* Exercise details:
Answer with a single number stating how many lines of the entries below include the string "direction".

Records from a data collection
....

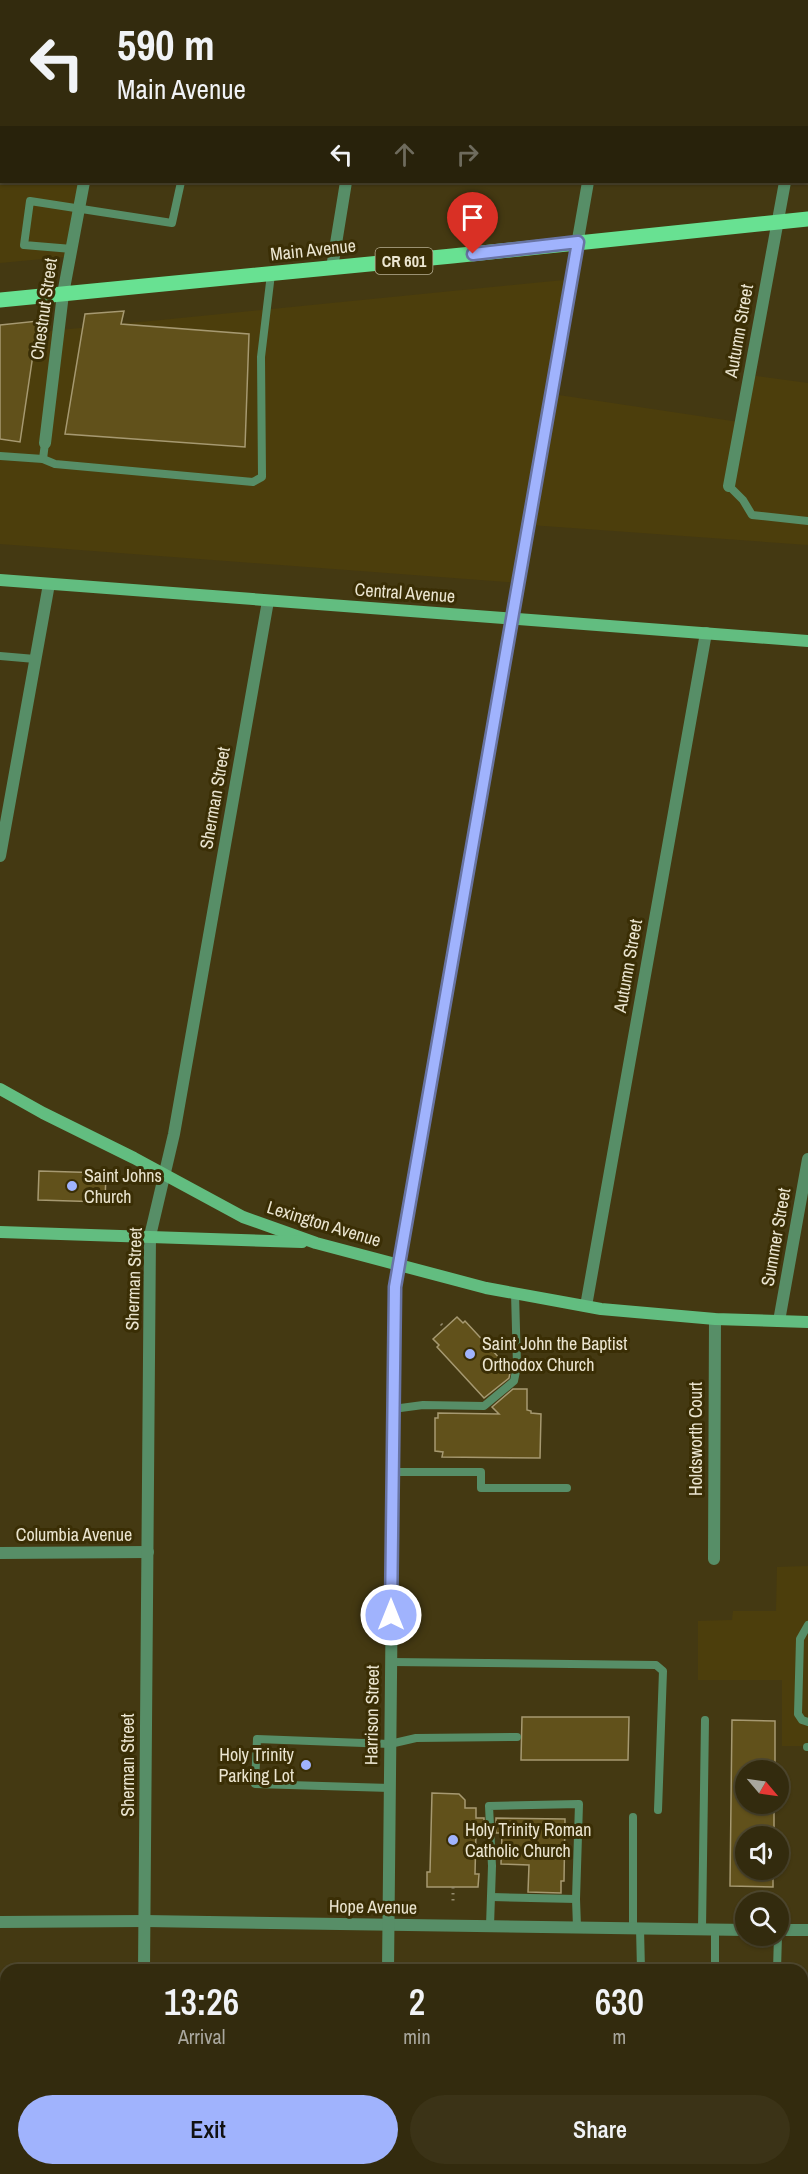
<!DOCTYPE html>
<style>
:root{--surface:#332b0e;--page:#3b3317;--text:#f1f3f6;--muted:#a9a79e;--line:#4e472e;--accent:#a0b3fd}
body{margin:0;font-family:"Archivo Narrow",sans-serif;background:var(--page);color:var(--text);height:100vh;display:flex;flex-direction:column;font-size:22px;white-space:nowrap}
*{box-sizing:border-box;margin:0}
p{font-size:20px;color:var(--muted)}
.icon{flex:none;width:33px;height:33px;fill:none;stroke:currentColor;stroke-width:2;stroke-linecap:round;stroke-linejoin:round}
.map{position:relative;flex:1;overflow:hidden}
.side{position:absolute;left:0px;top:1964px;width:808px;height:212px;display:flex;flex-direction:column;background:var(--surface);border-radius:18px 18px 0 0;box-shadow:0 2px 4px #0004,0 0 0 2px var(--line)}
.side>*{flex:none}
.top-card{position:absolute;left:0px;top:0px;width:808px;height:183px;box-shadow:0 2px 4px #0004,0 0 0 2px var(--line);background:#332b0e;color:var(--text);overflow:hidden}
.needle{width:39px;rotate:119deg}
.buttons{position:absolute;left:735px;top:1760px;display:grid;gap:12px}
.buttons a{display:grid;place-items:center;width:54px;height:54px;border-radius:50%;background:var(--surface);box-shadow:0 2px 4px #0004,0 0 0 2px var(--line);font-size:30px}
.pin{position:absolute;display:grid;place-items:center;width:51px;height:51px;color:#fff;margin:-62px -26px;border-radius:50% 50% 50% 0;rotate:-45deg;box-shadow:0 0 6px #0007}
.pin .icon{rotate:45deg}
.me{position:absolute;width:66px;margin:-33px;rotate:0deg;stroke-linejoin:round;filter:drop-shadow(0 0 4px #0008)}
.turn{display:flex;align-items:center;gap:21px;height:126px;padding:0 18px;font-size:27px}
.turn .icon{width:78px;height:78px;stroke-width:2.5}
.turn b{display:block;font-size:42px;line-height:51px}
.lanes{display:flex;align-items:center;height:57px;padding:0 18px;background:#0003;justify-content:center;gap:30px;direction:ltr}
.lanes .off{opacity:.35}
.eta{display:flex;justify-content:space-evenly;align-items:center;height:102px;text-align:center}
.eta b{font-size:36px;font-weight:600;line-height:42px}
.cta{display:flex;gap:12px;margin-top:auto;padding:12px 18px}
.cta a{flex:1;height:69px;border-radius:36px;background:var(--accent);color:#111;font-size:24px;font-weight:600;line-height:69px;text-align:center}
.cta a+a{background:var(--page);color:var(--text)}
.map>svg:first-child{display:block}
.built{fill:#4c3e0c}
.green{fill:#364288}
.building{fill:#61511b;stroke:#a69971;stroke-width:1.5}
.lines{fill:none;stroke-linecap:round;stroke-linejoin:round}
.path{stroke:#948b6d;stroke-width:3;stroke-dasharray:1.5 4.5;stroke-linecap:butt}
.lane{stroke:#578e67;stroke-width:8}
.street{stroke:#578e67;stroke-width:12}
.secondary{stroke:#62bd80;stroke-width:12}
.primary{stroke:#68e192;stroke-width:15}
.route-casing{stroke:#6874a4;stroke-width:15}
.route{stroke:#a0b3fd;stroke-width:10}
.poi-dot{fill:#a0b3fd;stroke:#3a2e05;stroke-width:2}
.labels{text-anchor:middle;stroke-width:6;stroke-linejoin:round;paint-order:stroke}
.shield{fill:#3a2e05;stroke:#b6ae93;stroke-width:1.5}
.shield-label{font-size:16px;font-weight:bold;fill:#ebe5d0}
.street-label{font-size:18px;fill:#ebe5d0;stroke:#3a2e05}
.poi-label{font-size:18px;fill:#ebe5d0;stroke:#3a2e05;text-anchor:start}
</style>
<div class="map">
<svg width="808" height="2174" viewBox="0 0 808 2174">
<rect width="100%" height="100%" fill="#443912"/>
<g class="built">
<path d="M0,140L2,182H87L75,256L0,263Z"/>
<path d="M574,279L552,394L739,422L750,375L808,383V545L530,525L521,583L0,544V336Z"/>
<path d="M808,1566V1746H782V1680H698V1621L732,1620L733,1611H776L777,1567Z"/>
</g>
<rect class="green" x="566" y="2169" width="67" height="5"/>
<g class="building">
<path d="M124,311L121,324L249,334L245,447L65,434L85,314Z"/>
<path d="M38,321L20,442L0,439V325Z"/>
<path d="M39,1171L106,1173L105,1202L38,1200Z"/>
<path d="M457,1317L463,1323L465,1321L503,1362L501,1363L510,1373L509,1378L484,1398L437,1347L439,1345L433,1339Z"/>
<path d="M513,1389H527V1410L531,1411V1413L541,1414L540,1458L442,1457L443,1452L435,1451V1418H438V1413L499,1414L492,1407Z"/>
<path d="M522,1717H629L628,1760H521Z"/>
<path d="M732,1720L775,1721V1770H746V1803H774V1836H746V1869H773V1887L730,1886Z"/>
<path d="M432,1793L459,1794L465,1800V1808H476V1818H484V1833H476L475,1874H479L478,1887H427V1872H430Z"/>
<path d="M496,1818L565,1819L564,1881H561V1893L528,1892L529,1865L501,1864L502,1833H496Z"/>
</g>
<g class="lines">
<g class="path">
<path d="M441,1324L445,1328"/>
<path d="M453,1887V1904"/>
</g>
<g class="lane">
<path d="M200,2L201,0"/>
<path d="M0,74H2"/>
<path d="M72,249L24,245L30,201L172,223L181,182"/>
<path d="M45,443L43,459L55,464L253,482L262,477L261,357L271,274"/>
<path d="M0,456L43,459"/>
<path d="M729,486L743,500L752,515L808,521"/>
<path d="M0,656L35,659"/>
<path d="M393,1409L423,1405L484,1406L514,1381L517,1366L515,1293"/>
<path d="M392,1472H481V1488H567"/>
<path d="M808,1625L800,1639L798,1714L802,1720L808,1722"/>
<path d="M391,1662L656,1665L663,1671L658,1810"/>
<path d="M807,1747H808"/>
<path d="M390,1788L255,1784L257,1739L390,1744L416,1738L517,1737"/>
<path d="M633,1817V1928"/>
<path d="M492,1897L576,1899"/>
<path d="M490,1926L492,1866L489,1806L579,1804L576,1899L577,1927"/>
<path d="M640,1928L641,1970"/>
<path d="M702,1929L705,1720"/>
<path d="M715,1929V1970"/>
<path d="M777,1970L778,1935"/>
</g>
<g class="street">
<path d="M117,2L118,0"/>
<path d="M376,2V0"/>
<path d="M620,2V0"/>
<path d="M807,61L808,56"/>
<path d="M332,268L346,182"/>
<path d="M45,443L63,294L84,182"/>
<path d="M729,486L785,182"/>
<path d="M0,856L49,584"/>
<path d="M586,1306L706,633"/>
<path d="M779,1321L808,1159"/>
<path d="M0,1553L148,1552"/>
<path d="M714,1559L715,1319"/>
<path d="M0,1922L145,1921L746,1930"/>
<path d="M778,1930H808"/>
<path d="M144,1970L150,1236L174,1134L268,601"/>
<path d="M388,1970L395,1287L588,182"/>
<path d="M142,2174V2169"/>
<path d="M386,2174V2169"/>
</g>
<g class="secondary">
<path d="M0,580L808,641"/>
<path d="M0,1089L43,1113L134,1158L243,1217L316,1243L486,1288L601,1309L715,1319L808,1322"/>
<path d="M0,1232L302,1242"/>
</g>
<path class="primary" d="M0,300L452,256L808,219"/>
</g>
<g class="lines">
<g class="route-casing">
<path id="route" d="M391,1615L395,1287L578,242L473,254"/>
</g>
<use href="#route" class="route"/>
</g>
<g class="poi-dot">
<circle cx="72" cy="1186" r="6"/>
<circle cx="470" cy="1354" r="6"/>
<circle cx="306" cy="1765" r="6"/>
<circle cx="453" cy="1840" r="6"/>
</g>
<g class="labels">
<rect class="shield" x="375.5" y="248" width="57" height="26" rx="4.5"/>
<g class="shield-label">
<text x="404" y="267">CR 601</text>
</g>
<g class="street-label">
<text transform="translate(313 250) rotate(-6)" y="6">Main Avenue</text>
<text transform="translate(44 309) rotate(-82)" y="6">Chestnut Street</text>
<text transform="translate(739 331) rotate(-80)" y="6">Autumn Street</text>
<text transform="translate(405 593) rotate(4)" y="6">Central Avenue</text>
<text transform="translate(215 798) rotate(-80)" y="6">Sherman Street</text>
<text transform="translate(628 966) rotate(-80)" y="6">Autumn Street</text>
<text transform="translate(324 1224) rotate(17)" y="6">Lexington Avenue</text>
<text transform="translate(776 1237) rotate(-80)" y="6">Summer Street</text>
<text transform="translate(134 1279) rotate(-88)" y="6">Sherman Street</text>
<text transform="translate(696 1439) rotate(-90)" y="6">Holdsworth Court</text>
<text x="74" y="1541">Columbia Avenue</text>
<text transform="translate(372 1715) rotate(-89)" y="6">Harrison Street</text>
<text transform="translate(128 1765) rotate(-90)" y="6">Sherman Street</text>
<text transform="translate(373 1907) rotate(1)" y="6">Hope Avenue</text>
</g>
<g class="poi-label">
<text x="84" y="1182">Saint Johns<tspan x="84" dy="21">Church</tspan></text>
<text x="482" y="1350">Saint John the Baptist<tspan x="482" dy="21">Orthodox Church</tspan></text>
<text x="294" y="1761" text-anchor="end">Holy Trinity<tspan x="294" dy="21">Parking Lot</tspan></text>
<text x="465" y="1836">Holy Trinity Roman<tspan x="465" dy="21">Catholic Church</tspan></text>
</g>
</g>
</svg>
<div class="buttons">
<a><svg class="needle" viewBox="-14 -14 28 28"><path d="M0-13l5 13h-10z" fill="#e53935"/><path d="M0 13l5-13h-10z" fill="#a9a79e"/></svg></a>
<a><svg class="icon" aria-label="sound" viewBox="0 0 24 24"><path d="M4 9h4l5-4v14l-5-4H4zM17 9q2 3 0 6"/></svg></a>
<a><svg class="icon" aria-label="search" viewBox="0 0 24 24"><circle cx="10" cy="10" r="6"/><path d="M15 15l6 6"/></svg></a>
</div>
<div class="pin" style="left:473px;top:254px;background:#d93025"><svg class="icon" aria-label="arrive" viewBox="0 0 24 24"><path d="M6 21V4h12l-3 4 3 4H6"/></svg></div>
<svg class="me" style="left:391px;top:1615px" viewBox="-20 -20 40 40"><circle r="17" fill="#a0b3fd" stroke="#fff" stroke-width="3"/><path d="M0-11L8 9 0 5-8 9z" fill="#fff"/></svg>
<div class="top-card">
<div class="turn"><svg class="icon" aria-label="left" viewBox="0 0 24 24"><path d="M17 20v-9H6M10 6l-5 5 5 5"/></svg><div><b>590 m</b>Main Avenue</div></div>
<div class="lanes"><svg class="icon" aria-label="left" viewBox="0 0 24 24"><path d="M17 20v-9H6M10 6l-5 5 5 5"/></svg><svg class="icon off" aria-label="ahead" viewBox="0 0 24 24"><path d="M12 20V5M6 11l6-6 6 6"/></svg><svg class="icon off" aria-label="right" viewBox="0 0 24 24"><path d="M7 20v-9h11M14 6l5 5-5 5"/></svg></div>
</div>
<section class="side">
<div class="eta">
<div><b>13:26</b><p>Arrival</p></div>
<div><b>2</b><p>min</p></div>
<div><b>630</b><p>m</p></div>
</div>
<div class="cta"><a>Exit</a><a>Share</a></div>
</section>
</div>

....

* Answer box:
3